Shock lashed through him. “How charming,” he said—aiming for dryness, failing with a cough.

“Your injuries were grave.” She sounded insistent, as though he had argued with her. “And you were . . . asleep . . . for five days. Nobody could help you. The doctors told your family not to hope.”

Her pause seemed to suggest that he would find this sufficient. “And? Go on.”

She opened her mouth, then seemed to falter. Her gaze broke from his to wander the room, a certain desperate haste to her survey, as though she were looking for something better to discuss.

But when she met his eyes again, she took a deep breath and said in a resigned tone, “And so I thought it a perfect solution. Besides, the archbishop had heard the rumors—he knew you weren’t expected to live.”

The archbishop? She was babbling. He felt exhausted again and leaned back into the pillows to close his eyes. This is a dream, he told himself. A nightmare, that’s all.

“Mr. Burke.” Her voice came from very close now. It shook. “Please. We can undo it. You mustn’t believe I meant to cross you!”

He opened his eyes and she flinched.

Why, this girl was afraid of him.

He struggled to hide how disturbed he was. He knew his family often believed the worst of him, but until now, he had not imagined the world did so as well. “Who are you?”

“Who am I? I’m . . . Are you joking?”

“My sense of humor is not so poor as that,” he said. “Who are you? How do you know me?”

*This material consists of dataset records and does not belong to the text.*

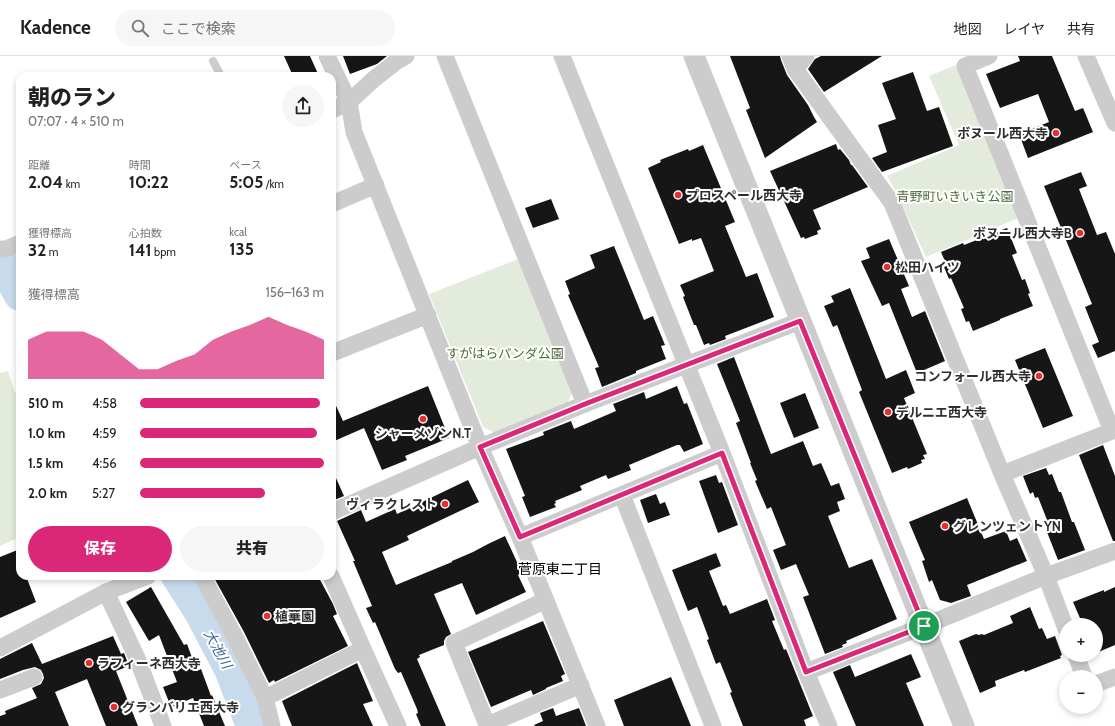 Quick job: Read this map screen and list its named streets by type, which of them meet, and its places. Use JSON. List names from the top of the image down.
{
  "districts": ["菅原東二丁目"],
  "water": ["大池川"],
  "parks": ["青野町いきいき公園", "すがはらパンダ公園"],
  "places": [
    "ボヌール西大寺",
    "プロスペール西大寺",
    "ボヌール西大寺B",
    "松田ハイツ",
    "コンフォール西大寺",
    "デルニエ西大寺",
    "シャーメゾンN.T",
    "ヴィラクレスト",
    "グレンツェントYN",
    "植華園",
    "ラフィーネ西大寺",
    "グランバリエ西大寺"
  ],
  "page": {
    "header": "Kadence",
    "search": "ここで検索",
    "nav": ["地図", "レイヤ", "共有"],
    "heading": ["朝のラン", "07:07 · 4 × 510 m"],
    "stats": [
      ["距離", "2.04 km"],
      ["時間", "10:22"],
      ["ペース", "5:05 /km"],
      ["獲得標高", "32 m"],
      ["心拍数", "141 bpm"],
      ["kcal", "135"]
    ],
    "chart": ["獲得標高", "156–163 m"],
    "list": [
      {
        "name": "510 m",
        "note": "4:58"
      },
      {
        "name": "1.0 km",
        "note": "4:59"
      },
      {
        "name": "1.5 km",
        "note": "4:56"
      },
      {
        "name": "2.0 km",
        "note": "5:27"
      }
    ],
    "buttons": ["保存", "共有"],
    "map_buttons": ["+", "−"]
  }
}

The color drained from her face. “I . . .” Her lips opened and closed. “I’m Jane,” she said unsteadily. “And you . . .” Her indrawn breath sounded ragged. “You, Crispin, are my husband.”





CHAPTER TWO





Three months earlier

Bullies like her cousin had an animal instinct, a gift for sensing rebellion. Archibald had stolen Jane’s needlepoint six days ago. She had woken to find her embroidery frame empty, all the threads neatly sliced. Ten months of work, gone.

Jane could guess what had happened. Archie had got some new toy from the inventor, a marching monkey with bladed claws. After Archie set the monkey loose in the drawing room and left scratch marks on the furniture, Aunt Mary had furiously told him to put the machine to work on his own things.

Instead, he’d picked Jane’s.

Archie had the hobbies of a child raised by wolves—dangerous toys, mean pranks. But he was twenty-two years old, only ten months younger than Jane, and he wasn’t stupid. He would have paused to look at the embroidery after his monkey tore it free. He would have recognized the chance for a new lark.

For six days, then, Jane had waited for Archie’s ambush. But he bided his time until tonight, when company gathered at Marylebigh.

It was a frosty November evening, and a fire leapt in the great Jacobean hearth of the drawing room. Jane’s aunt sat nearby it with the Countess of Elborough and Archibald, while Uncle Philip gathered at a short remove with his political cronies—Lord Elborough and Crispin Burke, a Member of Parliament like her uncle.